Although not a household name, actor Lois Nettleton was often seen in a variety of comedic and dramatic roles on stage, film, and television for more than 50 years. Born in Oak Park on Aug. 6, 1927, she showed her talents early, often performing shows in her back yard. Attractive and vivacious, she won the Miss Chicago title in 1948 and went on to become a semi-finalist for the Miss America title.

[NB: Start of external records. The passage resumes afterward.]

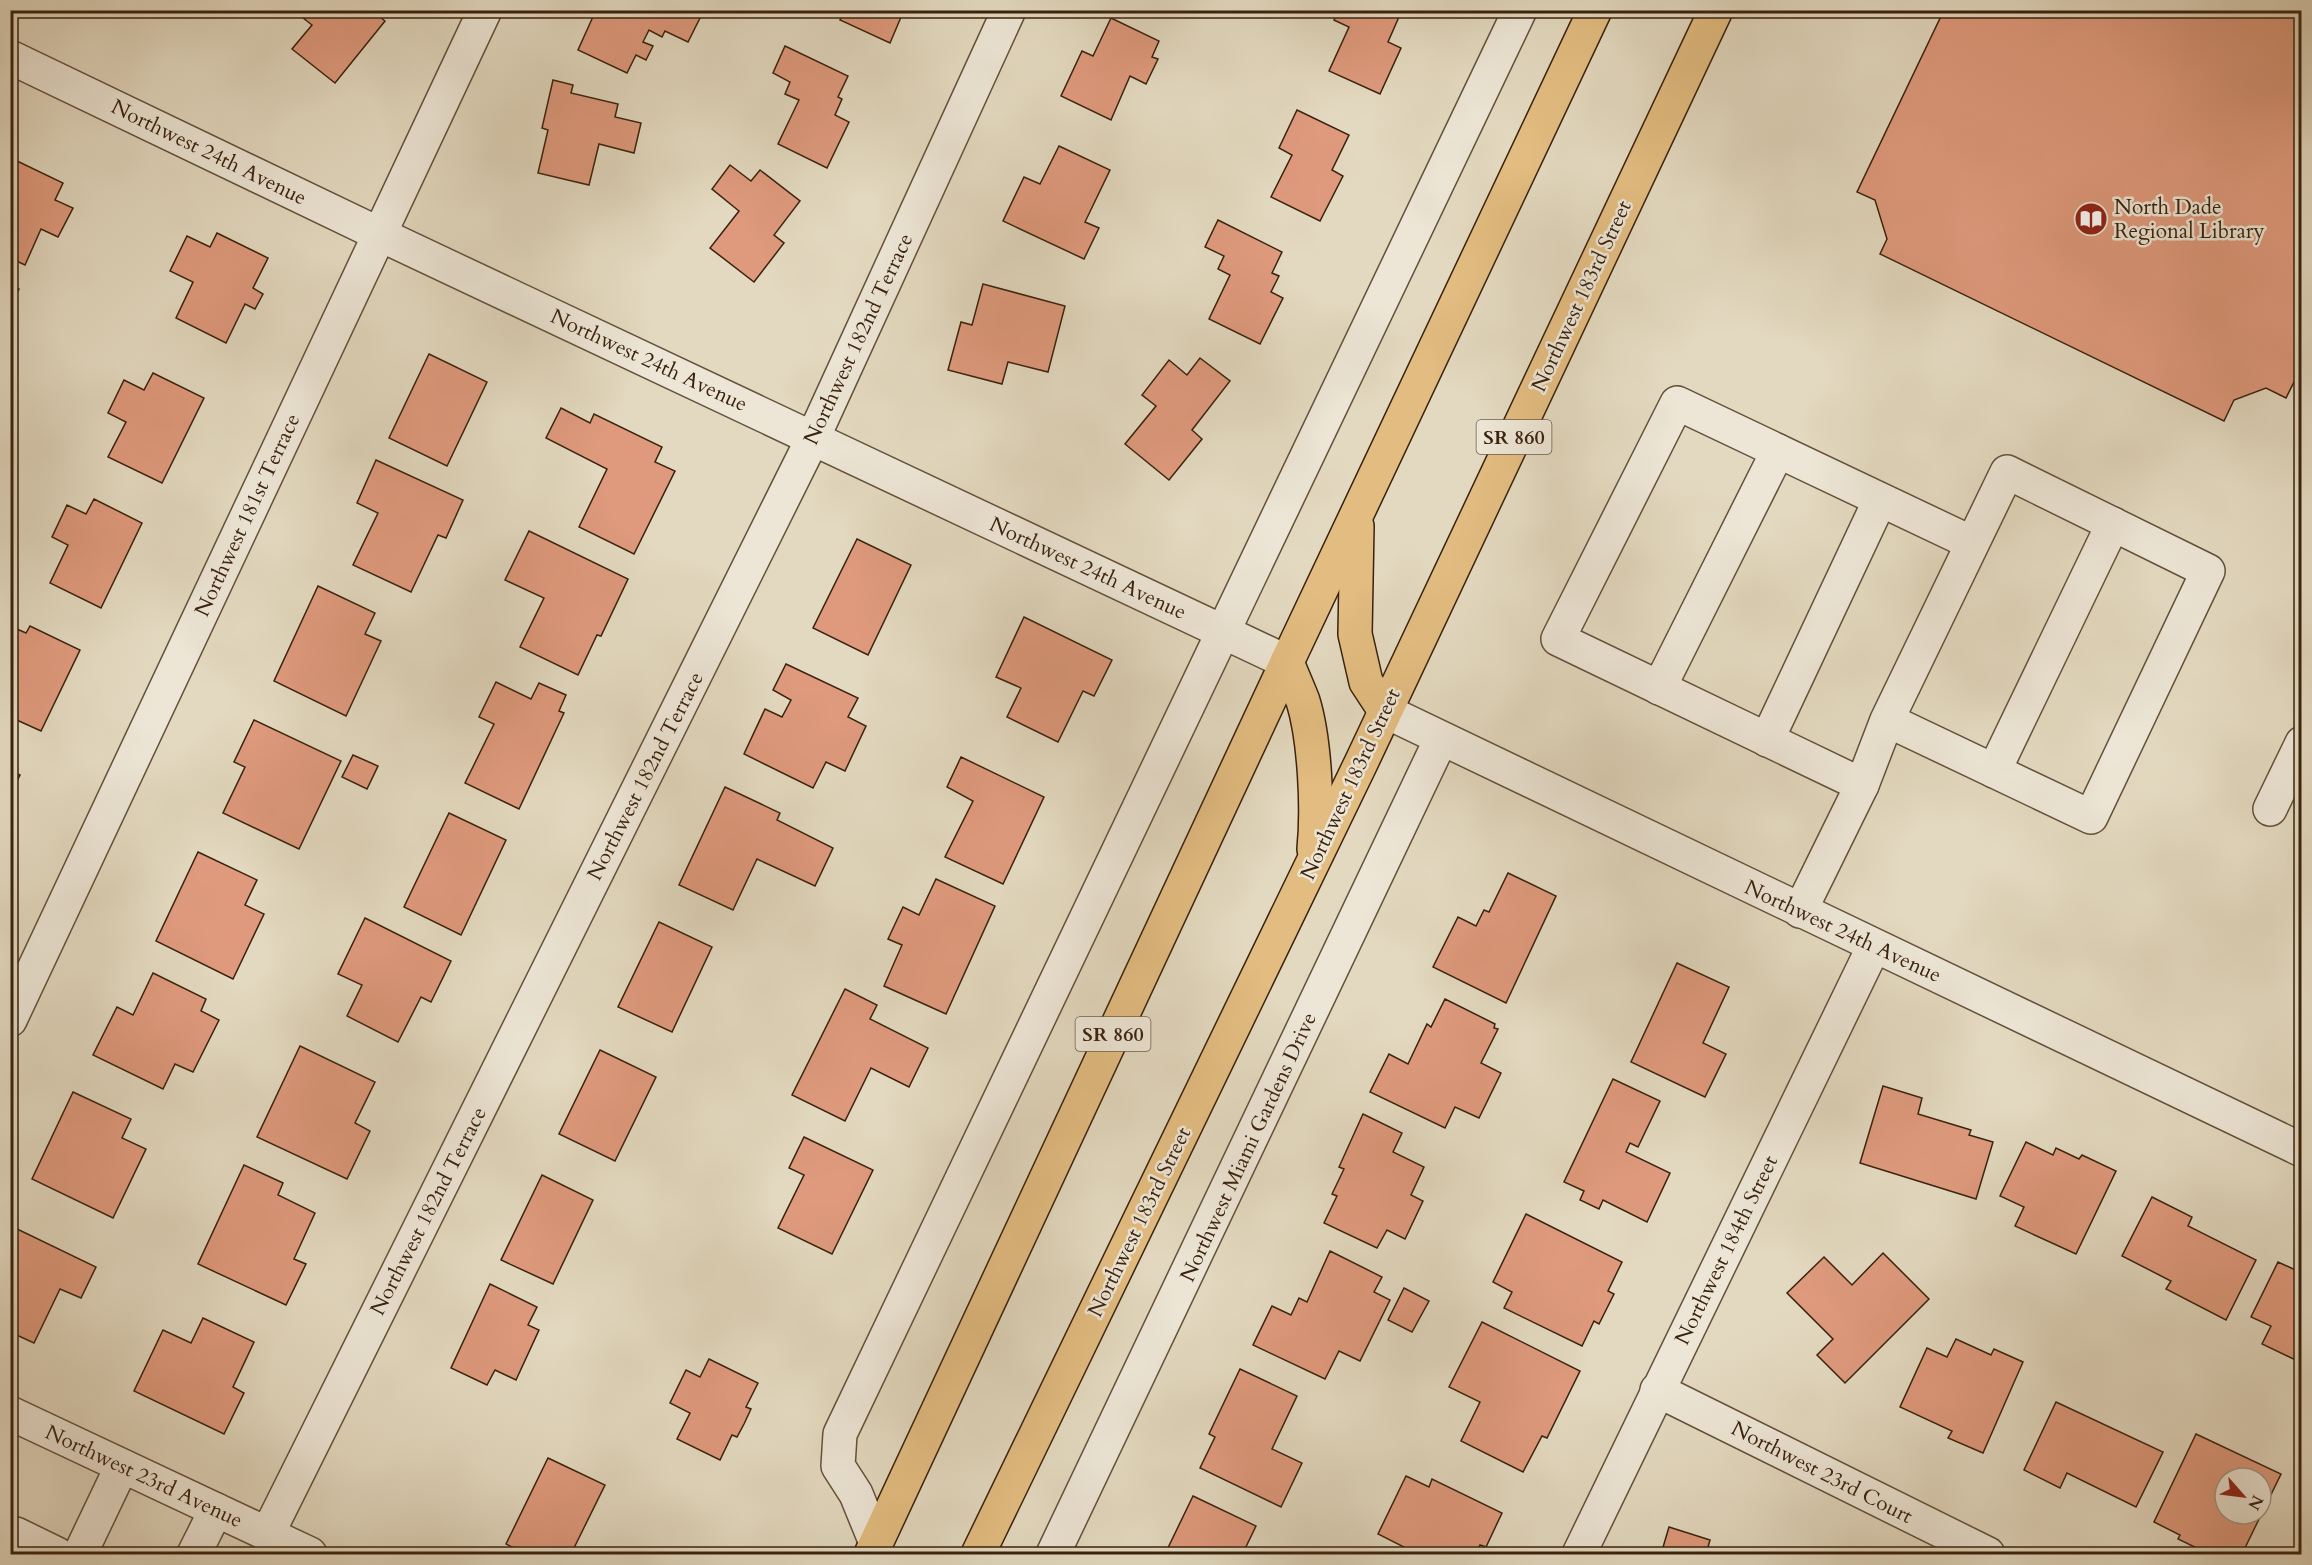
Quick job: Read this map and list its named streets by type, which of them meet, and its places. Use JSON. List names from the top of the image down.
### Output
{
  "streets": {
    "main road": ["Northwest 183rd Street", "SR 860"],
    "street": [
      "Northwest 24th Avenue",
      "Northwest 182nd Terrace",
      "Northwest 181st Terrace",
      "Northwest Miami Gardens Drive",
      "Northwest 184th Street",
      "Northwest 23rd Court",
      "Northwest 23rd Avenue"
    ]
  },
  "crossings": [
    ["Northwest 24th Avenue", "Northwest 183rd Street"],
    ["Northwest 24th Avenue", "Northwest 182nd Terrace"],
    ["Northwest 24th Avenue", "SR 860"],
    ["Northwest 24th Avenue", "Northwest 181st Terrace"],
    ["Northwest 24th Avenue", "Northwest Miami Gardens Drive"],
    ["Northwest 24th Avenue", "Northwest 184th Street"],
    ["Northwest 182nd Terrace", "Northwest 23rd Avenue"],
    ["Northwest 184th Street", "Northwest 23rd Court"]
  ],
  "places": {
    "library": ["North Dade Regional Library"]
  },
  "north": "bottom right"
}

She studied acting at the Goodman Theater in Chicago and the Actors’ Studio in New York, making her Broadway debut in 1949, in Dalton Trumbo’s “The Biggest Thief in Town,” under the stage name of "Lydia Scott" (her given name, she felt, was too plain and sounded "schoolmarmy"). In 1973, she won critical acclaim for her portrayal of Blanche DuBois in Tennessee Williams’ “A Streetcar Named Desire,” which one critic called “shatteringly brilliant.” In 1976, Nettleton was nominated for a Tony Award for a Broadway revival of Sidney Howard’s “They Knew What They Wanted.”

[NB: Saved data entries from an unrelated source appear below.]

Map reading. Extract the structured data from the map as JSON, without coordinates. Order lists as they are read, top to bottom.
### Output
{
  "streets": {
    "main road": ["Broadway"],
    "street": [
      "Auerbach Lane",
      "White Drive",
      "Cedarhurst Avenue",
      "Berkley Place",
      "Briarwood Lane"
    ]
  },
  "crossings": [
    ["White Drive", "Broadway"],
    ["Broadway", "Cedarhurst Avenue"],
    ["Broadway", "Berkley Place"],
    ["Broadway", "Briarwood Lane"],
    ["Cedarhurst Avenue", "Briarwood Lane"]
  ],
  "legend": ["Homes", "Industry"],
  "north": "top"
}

After moving to Los Angeles to care for her ailing mother, Nettleton focused on television roles, appearing in wide range of programs, from “The Twilight Zone” and “Murder, She Wrote” to “Seinfield” and “Cagney & Lacey.” She once described her early roles as “the plain nice girl or the unhappy wife next door.” But time broadened her appeal, and she went on to perform in a variety of roles, saying “the joy in acting is playing as many different characters as possible.”

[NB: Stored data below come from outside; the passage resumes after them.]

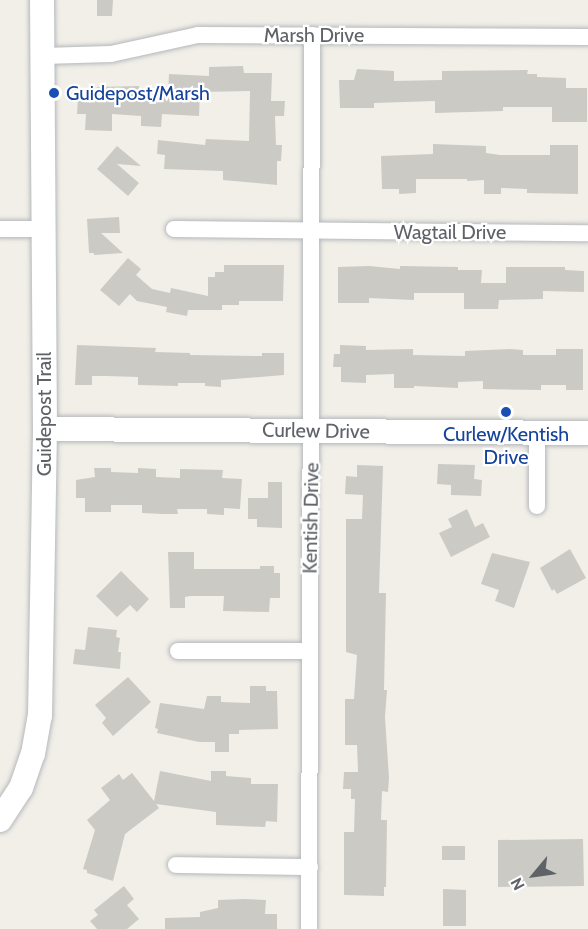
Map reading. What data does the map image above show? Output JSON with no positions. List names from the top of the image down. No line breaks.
{"streets":{"street":["Marsh Drive","Wagtail Drive","Guidepost Trail","Curlew Drive","Kentish Drive"]},"crossings":[["Marsh Drive","Guidepost Trail"],["Marsh Drive","Kentish Drive"],["Wagtail Drive","Kentish Drive"],["Guidepost Trail","Curlew Drive"],["Curlew Drive","Kentish Drive"]],"places":["Guidepost/Marsh","Curlew/Kentish Drive"],"north":"bottom left"}
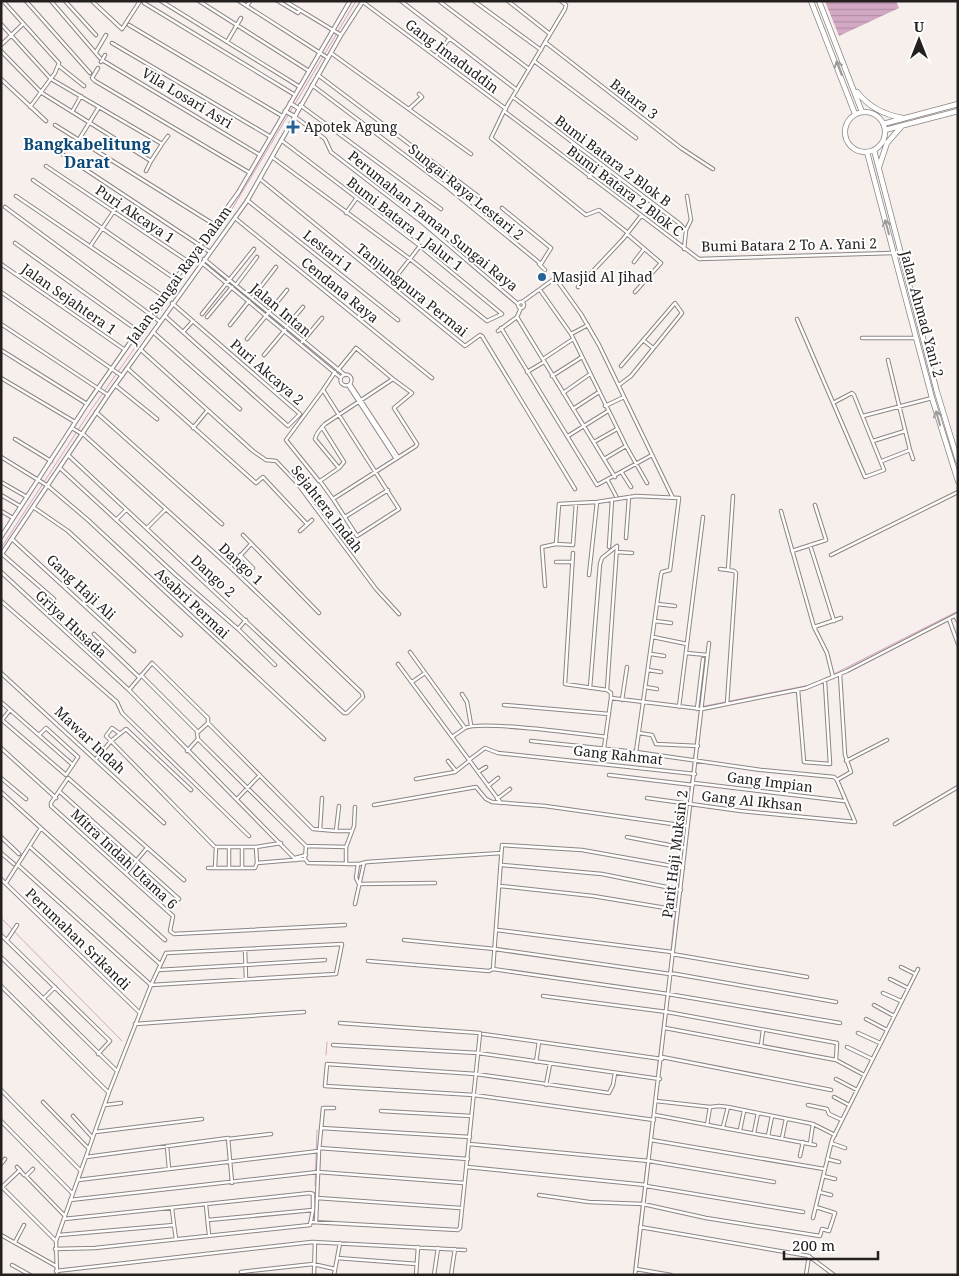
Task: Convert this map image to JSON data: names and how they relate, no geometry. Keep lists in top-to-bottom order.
{
  "streets": {
    "highway": ["Jalan Ahmad Yani 2"],
    "street": [
      "Gang Imaduddin",
      "Vila Losari Asri",
      "Batara 3",
      "Bumi Batara 2 Blok B",
      "Bumi Batara 2 Blok C",
      "Sungai Raya Lestari 2",
      "Puri Akcaya 1",
      "Perumahan Taman Sungai Raya",
      "Bumi Batara 1 Jalur 1",
      "Bumi Batara 2 To A. Yani 2",
      "Lestari 1",
      "Jalan Sungai Raya Dalam",
      "Cendana Raya",
      "Tanjungpura Permai",
      "Jalan Sejahtera 1",
      "Jalan Intan",
      "Puri Akcaya 2",
      "Sejahtera Indah",
      "Dango 1",
      "Dango 2",
      "Gang Haji Ali",
      "Asabri Permai",
      "Griya Husada",
      "Mawar Indah",
      "Gang Rahmat",
      "Gang Impian",
      "Gang Al Ikhsan",
      "Parit Haji Muksin 2",
      "Mitra Indah Utama 6",
      "Perumahan Srikandi"
    ]
  },
  "crossings": [
    ["Gang Imaduddin", "Bumi Batara 2 Blok C"],
    ["Gang Imaduddin", "Jalan Sungai Raya Dalam"],
    ["Bumi Batara 2 Blok C", "Bumi Batara 2 To A. Yani 2"],
    ["Sungai Raya Lestari 2", "Jalan Sungai Raya Dalam"],
    ["Perumahan Taman Sungai Raya", "Jalan Sungai Raya Dalam"],
    ["Bumi Batara 1 Jalur 1", "Jalan Sungai Raya Dalam"],
    ["Bumi Batara 2 To A. Yani 2", "Jalan Ahmad Yani 2"],
    ["Lestari 1", "Jalan Sungai Raya Dalam"],
    ["Jalan Sungai Raya Dalam", "Cendana Raya"],
    ["Jalan Sungai Raya Dalam", "Tanjungpura Permai"],
    ["Jalan Sungai Raya Dalam", "Jalan Intan"],
    ["Jalan Sungai Raya Dalam", "Puri Akcaya 2"],
    ["Jalan Sungai Raya Dalam", "Sejahtera Indah"],
    ["Jalan Sungai Raya Dalam", "Dango 1"],
    ["Jalan Sungai Raya Dalam", "Dango 2"],
    ["Jalan Sungai Raya Dalam", "Gang Haji Ali"],
    ["Jalan Sungai Raya Dalam", "Asabri Permai"],
    ["Dango 1", "Dango 2"],
    ["Gang Rahmat", "Parit Haji Muksin 2"],
    ["Gang Impian", "Gang Al Ikhsan"],
    ["Gang Impian", "Parit Haji Muksin 2"],
    ["Gang Al Ikhsan", "Parit Haji Muksin 2"]
  ],
  "districts": ["Bangkabelitung Darat"],
  "places": {
    "health": ["Apotek Agung"],
    "other": ["Masjid Al Jihad"]
  },
  "scale_bar": "200 m",
  "north": "top"
}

Nettleton amassed several Emmy Award nominations; she won two Daytime Emmies for her work as Virginia Benson on General Hospital, and two others for the daytime special The American Woman: Portraits of Courage (1976) and for "A Gun for Mandy" (1983), an episode of the syndicated religious anthology Insight (1960).
She met Jean Shepherd (author of “The Christmas Story”) when she called in to his radio show in the early 1950s. Shepherd even broadcast their telephone conversations on the air. They appeared together in Shepherd's off-Broadway play "Look Charlie" in 1959 and were married a year later. In 1967, they divorced and she never remarried.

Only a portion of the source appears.